(Collected data entries)
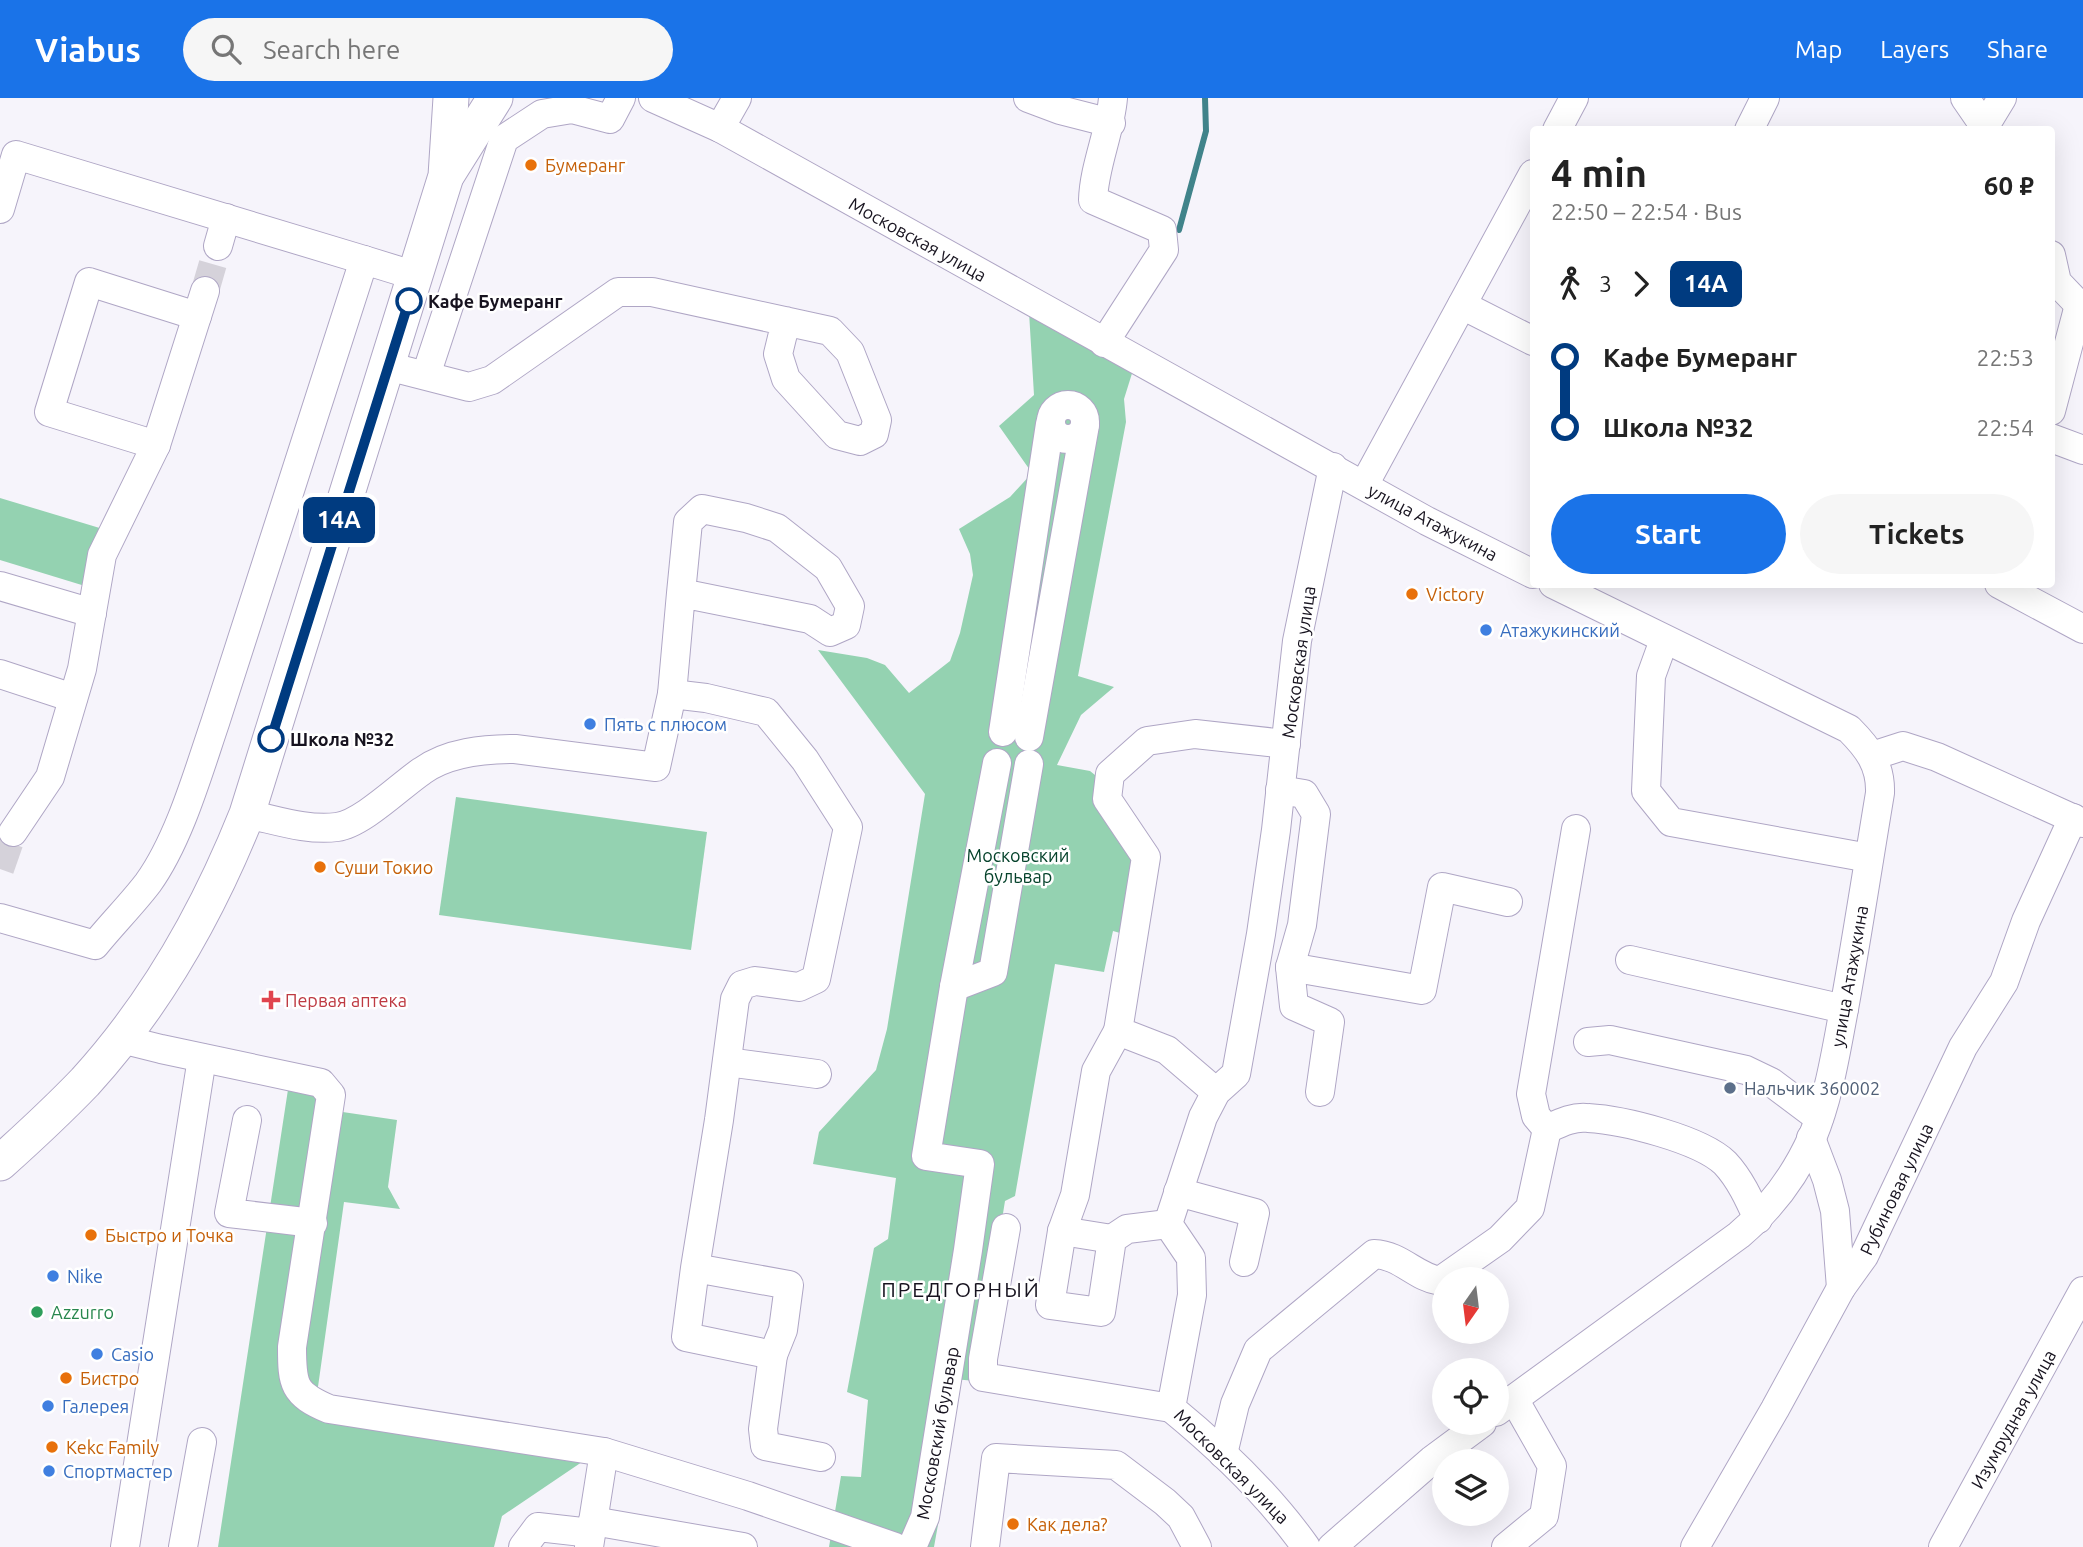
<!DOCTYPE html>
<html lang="en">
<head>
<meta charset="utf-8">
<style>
	:root { --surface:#fff; --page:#f6f6f6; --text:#222; --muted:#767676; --accent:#1a73e8 }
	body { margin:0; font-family:Ubuntu,sans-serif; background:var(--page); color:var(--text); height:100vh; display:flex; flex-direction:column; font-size:26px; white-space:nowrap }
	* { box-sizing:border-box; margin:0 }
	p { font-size:23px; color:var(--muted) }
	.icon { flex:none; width:38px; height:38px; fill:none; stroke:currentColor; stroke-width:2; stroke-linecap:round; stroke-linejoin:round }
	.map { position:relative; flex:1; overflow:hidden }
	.panel { position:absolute; left:1530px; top:28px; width:525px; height:462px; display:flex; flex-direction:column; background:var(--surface); border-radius:7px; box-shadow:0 7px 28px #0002 }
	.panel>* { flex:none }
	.badge { padding:0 14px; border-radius:10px; font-size:24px; line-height:46px }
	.needle { width:46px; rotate:194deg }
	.tools { position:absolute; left:1432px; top:1169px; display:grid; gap:14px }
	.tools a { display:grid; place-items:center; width:77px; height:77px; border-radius:50%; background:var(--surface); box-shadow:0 7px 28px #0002; font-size:35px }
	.map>.badge { position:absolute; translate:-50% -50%; box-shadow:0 0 0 4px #fff }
	.legs { display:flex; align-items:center; gap:10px; height:77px; padding:0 21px; font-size:23px }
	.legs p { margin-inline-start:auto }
	.headline { display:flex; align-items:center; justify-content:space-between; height:119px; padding:0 21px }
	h1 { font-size:38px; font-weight:700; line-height:52px }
	.primary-button { display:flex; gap:14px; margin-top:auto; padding:14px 21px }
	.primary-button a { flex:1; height:80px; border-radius:42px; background:var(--accent); color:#fff; font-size:28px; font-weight:700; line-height:80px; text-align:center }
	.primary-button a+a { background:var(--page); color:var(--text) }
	ul { padding:0 21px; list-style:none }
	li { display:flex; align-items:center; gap:24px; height:70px; font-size:26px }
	li i { display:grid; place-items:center; width:10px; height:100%; margin:0 9px; background:currentColor }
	li i::after { content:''; width:18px; height:18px; margin:-9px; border:5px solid; border-radius:50%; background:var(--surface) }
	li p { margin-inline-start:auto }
	li:first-child i { background:linear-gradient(#0000 50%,currentColor 0) }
	li:last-child i { background:linear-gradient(currentColor 50%,#0000 0) }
	header { display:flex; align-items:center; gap:42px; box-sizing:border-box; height:98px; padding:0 35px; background:var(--accent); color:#fff }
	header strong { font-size:33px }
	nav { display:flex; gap:38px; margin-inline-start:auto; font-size:24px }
	.search { width:490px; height:63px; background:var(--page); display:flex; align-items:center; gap:18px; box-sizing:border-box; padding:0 24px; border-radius:38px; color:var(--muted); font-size:26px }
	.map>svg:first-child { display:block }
</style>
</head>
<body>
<header>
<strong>Viabus</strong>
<div class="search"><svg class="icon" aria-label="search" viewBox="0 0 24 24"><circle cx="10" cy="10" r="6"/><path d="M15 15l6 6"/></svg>Search here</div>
<nav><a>Map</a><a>Layers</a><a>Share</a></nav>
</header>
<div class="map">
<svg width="2083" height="1449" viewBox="0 0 2083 1449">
	<rect width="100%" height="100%" fill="#f6f4fb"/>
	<!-- green -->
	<g fill="#94d2b1">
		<polygon points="1029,214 1134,269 1124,301 1126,324 1078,578 1114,589 1081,617 1057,667 1090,673 1105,685 1148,770 1141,841 1113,833 1104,874 1055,866 1015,1098 1005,1103 976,1283 953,1281 937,1381 946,1382 934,1449 829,1449 841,1378 861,1379 868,1302 847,1294 874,1150 888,1141 896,1080 813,1066 819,1034 876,972 887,931 925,696 818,552 867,560 885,567 909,595 950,563 960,535 973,477 970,456 959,431 1010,399 1032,375 999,328 1034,297"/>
		<polygon points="0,400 103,431 85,488 0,462"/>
		<polygon points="456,699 707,734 691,852 439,817"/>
		<polygon points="289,985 321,985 329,1012 397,1022 388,1089 400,1111 344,1104 316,1303 610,1345 502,1418 494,1449 218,1449"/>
	</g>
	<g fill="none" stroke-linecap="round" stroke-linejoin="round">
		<!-- stream -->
		<polyline stroke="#40838a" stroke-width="6" points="1179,132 1206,33 1205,0"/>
		<!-- minor-tunnel -->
		<g stroke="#d5d2da" stroke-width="28" stroke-dasharray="28 14" stroke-linecap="butt">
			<polyline points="205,193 218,148"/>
			<polyline points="0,771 13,734"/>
		</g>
		<!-- minor casing -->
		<g stroke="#afa6c5" stroke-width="30">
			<g id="minor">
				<polyline points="653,0 720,30 1427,423 1533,476"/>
				<polyline points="1028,0 1060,12 1111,25"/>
				<polyline points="1965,0 1987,32"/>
				<polyline points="1985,28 2002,0"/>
				<polyline points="720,30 737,0"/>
				<polyline points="1557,32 1574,0"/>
				<polyline points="1749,32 1765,0"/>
				<polyline points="0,111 16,57 364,162"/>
				<polyline points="218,148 226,120"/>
				<polyline points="2051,157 2057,184 2079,207"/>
				<polyline points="1462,207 1533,243"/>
				<path d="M1104 245 1164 152 1162 132 1093 102C1094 68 1110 35 1113 0"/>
				<polyline points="387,268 469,289 492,282 618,194 652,194 830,233 850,254 877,322 874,336 860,343 837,337 786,281 778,256 786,223"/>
				<polyline points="426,277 504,41 542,16 572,11 610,21 621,0"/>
				<circle cx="1068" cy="324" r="17"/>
				<polyline points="2051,313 2079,207 2083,205"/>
				<polyline points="2051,340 2083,352"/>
				<polyline points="156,347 49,314 89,184 197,218"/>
				<polyline points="1364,387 1533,76"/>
				<polyline points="1999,486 2083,531"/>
				<polyline points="0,488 92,515"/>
				<polyline points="1664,542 1651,578 1646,693 1671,724 1869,760"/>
				<polyline points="0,576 73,600"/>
				<polyline points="672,596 681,495 810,521 830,534 846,527 850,508 828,470 777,430 746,420 702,411 688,424 681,495"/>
				<polyline points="1003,634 1050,326"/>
				<polyline points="1029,639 1085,327"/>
				<polyline points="1872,658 1903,648 1937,659 2083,725"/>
				<polyline points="1280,692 1304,696 1316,716 1302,827 1290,869 1294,908 1330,924 1320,994"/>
				<path d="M247 716C276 722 307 733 337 729 362 726 401 687 422 673 448 654 484 651 515 651L656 669 672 596 706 600 766 614 805 662 848 729 816 881 799 889 755 883 742 887 735 901 719 1022 695 1170 789 1187 783 1232 773 1257 686 1239 695 1170"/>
				<path d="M1576 731 1531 996 1536 1018 1547 1031C1560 1025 1574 1018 1588 1020 1623 1022 1700 1041 1725 1065 1740 1081 1749 1101 1758 1121"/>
				<polyline points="13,734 50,679 82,571 102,457 156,347 205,193"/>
				<path d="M0 820 95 847C112 826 132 806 148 785 179 742 198 675 215 625L364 162 416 178"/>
				<polyline points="1630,862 1844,911"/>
				<polyline points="1290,869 1422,892 1442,789 1508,804"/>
				<polyline points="954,889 993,874 1029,666"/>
				<polyline points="1118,933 1096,973 1075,1097 1062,1133 1050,1207 1101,1214 1112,1141 1127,1131 1168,1126"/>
				<path d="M121 941 161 951 321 985 331 997 292 1249C292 1286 293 1296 329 1311L604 1354 748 1398 895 1449"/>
				<polyline points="1588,944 1610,942 1746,972 1771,984 1819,1020"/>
				<polyline points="727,964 817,976"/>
				<polyline points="1216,994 1167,952 1118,933 1146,759 1107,701 1110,676 1147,643 1195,636 1286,646"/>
				<polyline points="247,1022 229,1115 313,1125"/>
				<polyline points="1811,1040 1827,1082 1835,1113 1841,1190"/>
				<polyline points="1178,1094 1255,1115 1244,1164"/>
				<polyline points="1006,1130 983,1261 983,1279 1171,1310"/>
				<polyline points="1062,1133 1112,1141"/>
				<polyline points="773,1257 763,1331 765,1348 821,1359"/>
				<path d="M1496 1314 1739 1137C1771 1110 1795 1078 1812 1040 1829 1000 1836 953 1844 911 1857 839 1868 767 1880 695 1881 667 1868 650 1849 631L1553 486"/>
				<path d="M1223 1356 1235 1306 1258 1252 1374 1156C1401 1157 1415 1179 1440 1183L1500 1141 1530 1110 1547 1031"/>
				<polyline points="593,1423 743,1449"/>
				<polyline points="125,1449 202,960"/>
				<polyline points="183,1449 202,1344"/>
				<polyline points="523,1449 538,1429 591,1435"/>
				<polyline points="589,1449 604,1354"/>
				<polyline points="912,1449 925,1419 968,1152 980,1066 926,1058 954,889 997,665"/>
				<polyline points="985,1449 996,1360 1116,1367 1165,1404 1181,1419 1197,1449"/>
				<path d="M1306 1449C1269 1397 1221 1351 1171 1310L1192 1197 1191 1160 1168 1126 1203 1019 1216 994 1236 976 1261 836 1276 732 1297 543 1333 369"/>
				<polyline points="1332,1449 1432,1362 1482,1325"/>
				<polyline points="1506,1449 1544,1418 1552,1368 1514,1301"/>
				<polyline points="1695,1449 1775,1311 1841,1190 1864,1158 1963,949 2004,884 2026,823 2073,720"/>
				<polyline points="1943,1449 2083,1193"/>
			</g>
		</g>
		<!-- major casing -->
		<g stroke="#afa6c5" stroke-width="37">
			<g id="major">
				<polyline points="448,75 495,0"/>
				<path d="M0 1065C29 1039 58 1012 85 984 156 906 208 814 247 716L446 78 451 0"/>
			</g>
		</g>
		<!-- minor -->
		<use href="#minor" stroke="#fff" stroke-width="28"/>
		<!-- major -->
		<use href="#major" stroke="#fff" stroke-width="35"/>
	</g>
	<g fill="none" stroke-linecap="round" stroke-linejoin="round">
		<!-- line-1 casing -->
		<g stroke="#fff" stroke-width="16">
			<polyline id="line-1" points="271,641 409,203"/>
		</g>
		<!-- line-1 -->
		<use href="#line-1" stroke="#003b80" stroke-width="10"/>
	</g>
	<!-- markers -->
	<g fill="#e8710a" stroke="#fff" stroke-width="2.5">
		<circle cx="531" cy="67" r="7"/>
		<circle cx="1412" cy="496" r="7"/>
		<circle cx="320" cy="769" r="7"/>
		<circle cx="91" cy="1137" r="7"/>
		<circle cx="66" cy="1280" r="7"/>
		<circle cx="52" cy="1349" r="7"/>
		<circle cx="1013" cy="1426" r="7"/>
	</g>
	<g fill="#fff" stroke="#003b80" stroke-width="3.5">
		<circle cx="409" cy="203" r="12"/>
		<circle cx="271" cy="641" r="12"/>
	</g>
	<g fill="#3f7fe0" stroke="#fff" stroke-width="2.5">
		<circle cx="1486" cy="532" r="7"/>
		<circle cx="590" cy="626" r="7"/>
		<circle cx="53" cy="1178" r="7"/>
		<circle cx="97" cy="1256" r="7"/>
		<circle cx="48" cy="1308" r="7"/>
		<circle cx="49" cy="1373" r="7"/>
	</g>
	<path fill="#e0444e" stroke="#fff" stroke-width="2.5" d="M267.5 891.5h7v7h7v7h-7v7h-7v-7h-7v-7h7z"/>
	<circle fill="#5c6f8a" stroke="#fff" stroke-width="2.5" cx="1730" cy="990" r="7"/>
	<circle fill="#2e9e5b" stroke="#fff" stroke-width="2.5" cx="37" cy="1214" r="7"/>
	<g text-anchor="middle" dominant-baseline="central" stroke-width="5" stroke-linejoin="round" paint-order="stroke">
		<!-- food labels -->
		<g font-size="18" fill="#c56008" stroke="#fff" text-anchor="start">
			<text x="545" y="67">Бумеранг</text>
			<text x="1426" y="496">Victory</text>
			<text x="334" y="769">Суши Токио</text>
			<text x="105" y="1137">Быстро и Точка</text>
			<text x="80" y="1280">Бистро</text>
			<text x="66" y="1349">Kekc Family</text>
			<text x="1027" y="1426">Как дела?</text>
		</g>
		<!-- street labels -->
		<g font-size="18" fill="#17131f" stroke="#fff">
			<text transform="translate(918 141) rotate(29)">Московская улица</text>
			<text transform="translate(1433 424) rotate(28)">улица Атажукина</text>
			<text transform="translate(1298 564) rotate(-82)">Московская улица</text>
			<text transform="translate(1849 878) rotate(-80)">улица Атажукина</text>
			<text transform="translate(1896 1091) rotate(-64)">Рубиновая улица</text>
			<text transform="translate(2013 1321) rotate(-61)">Изумрудная улица</text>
			<text transform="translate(937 1335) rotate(-80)">Московский бульвар</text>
			<text transform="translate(1232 1368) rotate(45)">Московская улица</text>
		</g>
		<!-- stop labels -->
		<g font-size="18" font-weight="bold" fill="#17131f" stroke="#fff" text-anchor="start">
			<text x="428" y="203">Кафе Бумеранг</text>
			<text x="290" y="641">Школа №32</text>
		</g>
		<!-- shop labels -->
		<g font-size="18" fill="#366cbe" stroke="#fff" text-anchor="start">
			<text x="1500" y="532">Атажукинский</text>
			<text x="604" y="626">Пять с плюсом</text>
			<text x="67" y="1178">Nike</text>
			<text x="111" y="1256">Casio</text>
			<text x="62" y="1308">Галерея</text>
			<text x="63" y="1373">Спортмастер</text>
		</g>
		<!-- park labels -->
		<g font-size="18" fill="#06432c" stroke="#fff">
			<text x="1018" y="757">Московский<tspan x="1018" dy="21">бульвар</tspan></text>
		</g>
		<!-- health labels -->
		<g font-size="18" fill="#be3a42" stroke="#fff" text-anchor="start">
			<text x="285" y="902">Первая аптека</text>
		</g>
		<!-- service labels -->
		<g font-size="18" fill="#4e5e75" stroke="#fff" text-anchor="start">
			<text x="1744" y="990">Нальчик 360002</text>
		</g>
		<!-- leisure labels -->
		<g font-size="18" fill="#27864d" stroke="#fff" text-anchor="start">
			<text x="51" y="1214">Azzurro</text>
		</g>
		<!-- quarter labels -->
		<g font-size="21" letter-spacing="2" fill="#17131f" stroke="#fff">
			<text x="961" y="1191">ПРЕДГОРНЫЙ</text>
		</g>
	</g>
</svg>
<div class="tools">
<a><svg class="needle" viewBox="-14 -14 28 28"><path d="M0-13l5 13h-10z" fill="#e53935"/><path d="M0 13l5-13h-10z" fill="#767676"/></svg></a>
<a><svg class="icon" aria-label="locate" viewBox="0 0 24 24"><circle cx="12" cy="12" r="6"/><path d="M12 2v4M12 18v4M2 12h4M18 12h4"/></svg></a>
<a><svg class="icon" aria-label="layers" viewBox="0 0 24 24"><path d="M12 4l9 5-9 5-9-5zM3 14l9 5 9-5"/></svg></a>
</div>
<b class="badge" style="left:339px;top:422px;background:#003b80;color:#fff">14А</b>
<section class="panel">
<div class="headline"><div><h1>4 min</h1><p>22:50 – 22:54 · Bus</p></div><b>60 ₽</b></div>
<div class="legs"><svg class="icon" aria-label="walk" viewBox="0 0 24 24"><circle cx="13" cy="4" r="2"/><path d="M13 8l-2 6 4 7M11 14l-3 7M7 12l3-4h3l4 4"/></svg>3<svg class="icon" aria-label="forward" viewBox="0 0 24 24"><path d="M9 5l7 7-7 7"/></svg><b class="badge" style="background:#003b80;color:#fff">14А</b></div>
<ul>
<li><i style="color:#003b80"></i><b>Кафе Бумеранг</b><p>22:53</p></li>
<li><i style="color:#003b80"></i><b>Школа №32</b><p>22:54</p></li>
</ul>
<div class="primary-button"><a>Start</a><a>Tickets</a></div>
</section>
</div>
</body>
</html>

_About this task_
I need each line of the entries that holds the string "tools" located and copied.

_Task output_
	.tools { position:absolute; left:1432px; top:1169px; display:grid; gap:14px }
	.tools a { display:grid; place-items:center; width:77px; height:77px; border-radius:50%; background:var(--surface); box-shadow:0 7px 28px #0002; font-size:35px }
<div class="tools">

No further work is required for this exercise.